Caught in a Web deals with cops trying to shut down a drug ring before MS-13, a violent gang that controls the drug, sex, and weapons traffic from Chicago to Door County Wisconsin and Northern Wisconsin. My story takes place in Waukesha, Wisconsin just like my other stories.
In this scene, we find a frustrated and tired Detective Jamie Graff, who is heading up the investigation. He is having no luck so far in tracking down the source of the drugs, and at this point, has no idea MS-13 is in town searching for the same thing, but in a deadly way to send a message. Graff has enlisted the help of two veteran detectives, Pat O’Connor and Paul Eiselmann, and the three of them are sitting in a diner discussing the case and the lack of evidence.
CHAPTER 41
There were times when Jamie wondered if he was tripping down the bramble path scraping up the palms of his hands and tearing holes in his knees as he crawled along blindly. There were other times he felt like he was speeding along the autobahn in a shiny red convertible with the top down on a sunny day at a hundred and twenty miles an hour. Police work was like that. As John Denver used to sing, Somedays are diamonds, somedays are stones.
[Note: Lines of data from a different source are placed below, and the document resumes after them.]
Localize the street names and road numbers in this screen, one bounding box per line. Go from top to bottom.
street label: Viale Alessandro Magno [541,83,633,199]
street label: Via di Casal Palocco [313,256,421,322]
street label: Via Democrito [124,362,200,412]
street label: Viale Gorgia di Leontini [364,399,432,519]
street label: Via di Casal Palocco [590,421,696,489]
And Jamie understood the thing about police work was that he never knew from day to day or from moment to moment if he was on the bramble path or the autobahn. At this point in the investigation, he had the sick feeling he was on the bramble path and didn’t know how to get off.
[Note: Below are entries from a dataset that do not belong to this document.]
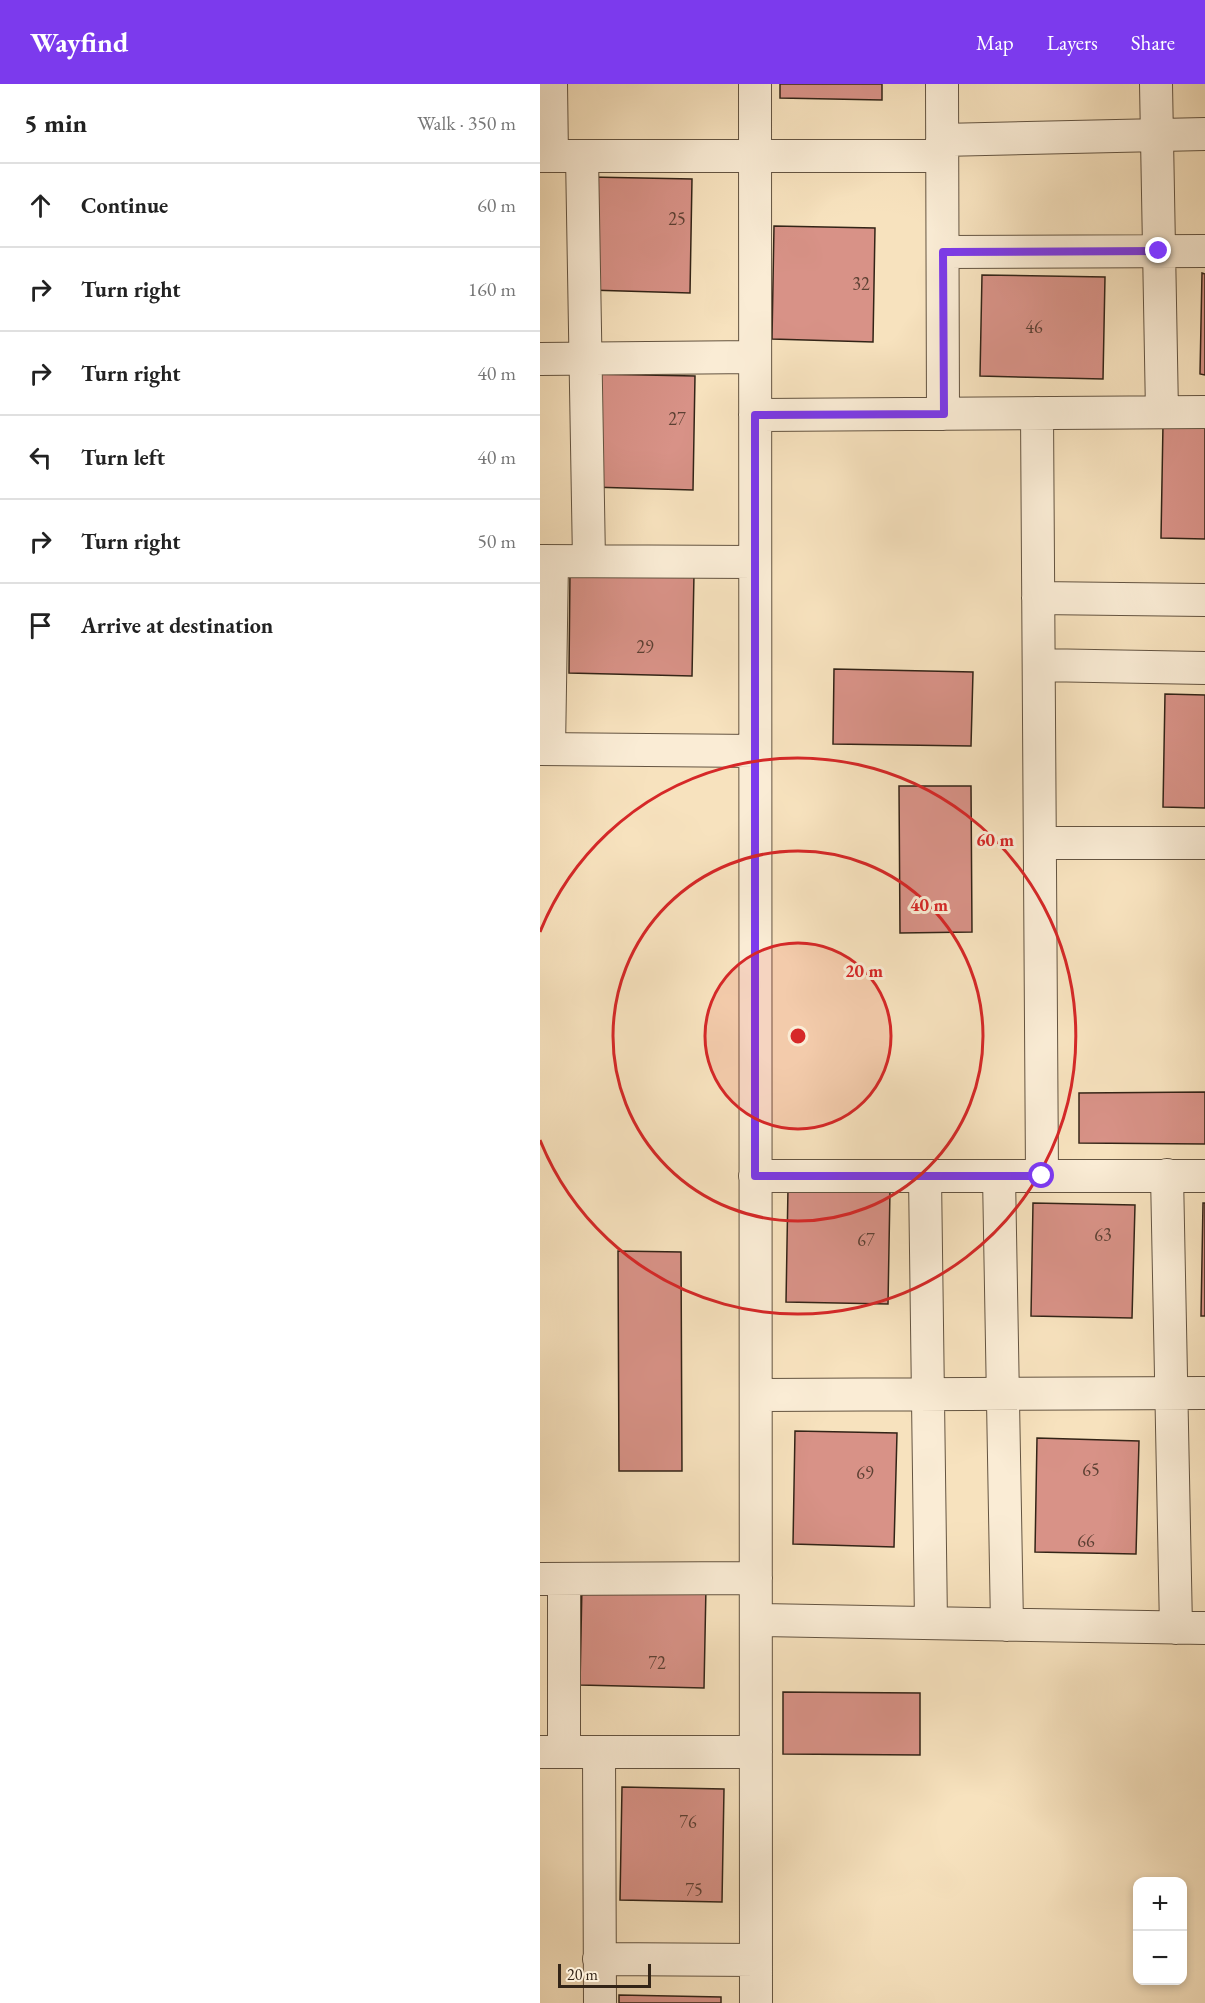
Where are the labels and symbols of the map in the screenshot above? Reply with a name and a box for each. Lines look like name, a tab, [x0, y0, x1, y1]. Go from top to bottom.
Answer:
house number: 25	[668, 207, 686, 230]
route end	[1145, 237, 1171, 263]
house number: 32	[852, 272, 870, 295]
house number: 46	[1025, 315, 1043, 338]
house number: 27	[668, 407, 686, 430]
house number: 29	[636, 635, 654, 658]
text: 60 m	[976, 828, 1014, 851]
text: 40 m	[910, 893, 948, 916]
text: 20 m	[845, 959, 883, 982]
centre of rings	[788, 1026, 808, 1046]
route start	[1028, 1162, 1054, 1188]
house number: 63	[1094, 1223, 1112, 1246]
house number: 67	[857, 1228, 875, 1251]
house number: 65	[1082, 1458, 1100, 1481]
house number: 69	[856, 1461, 874, 1484]
house number: 66	[1077, 1529, 1095, 1552]
house number: 72	[648, 1651, 666, 1674]
house number: 76	[679, 1810, 697, 1833]
house number: 75	[685, 1878, 703, 1901]
scale bar	[558, 1961, 651, 1988]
He had worked this case for what- two or three days? And he still didn’t know what he had or where he was going. Shit, it felt like two or three years. When kids died ugly deaths, it always felt like years, not days.
The three cops didn’t say a word. The closest thing to a word was a grunt from O’Connor. He’d read something, run a hand through his long hair and grunt. More like a “huh” or an “um.” Something like that. The first couple of times he did that, Jamie would look up expecting a comment or an insight. Instead he got nothing, so after the fourth or fifth time, Jamie didn’t look up at all.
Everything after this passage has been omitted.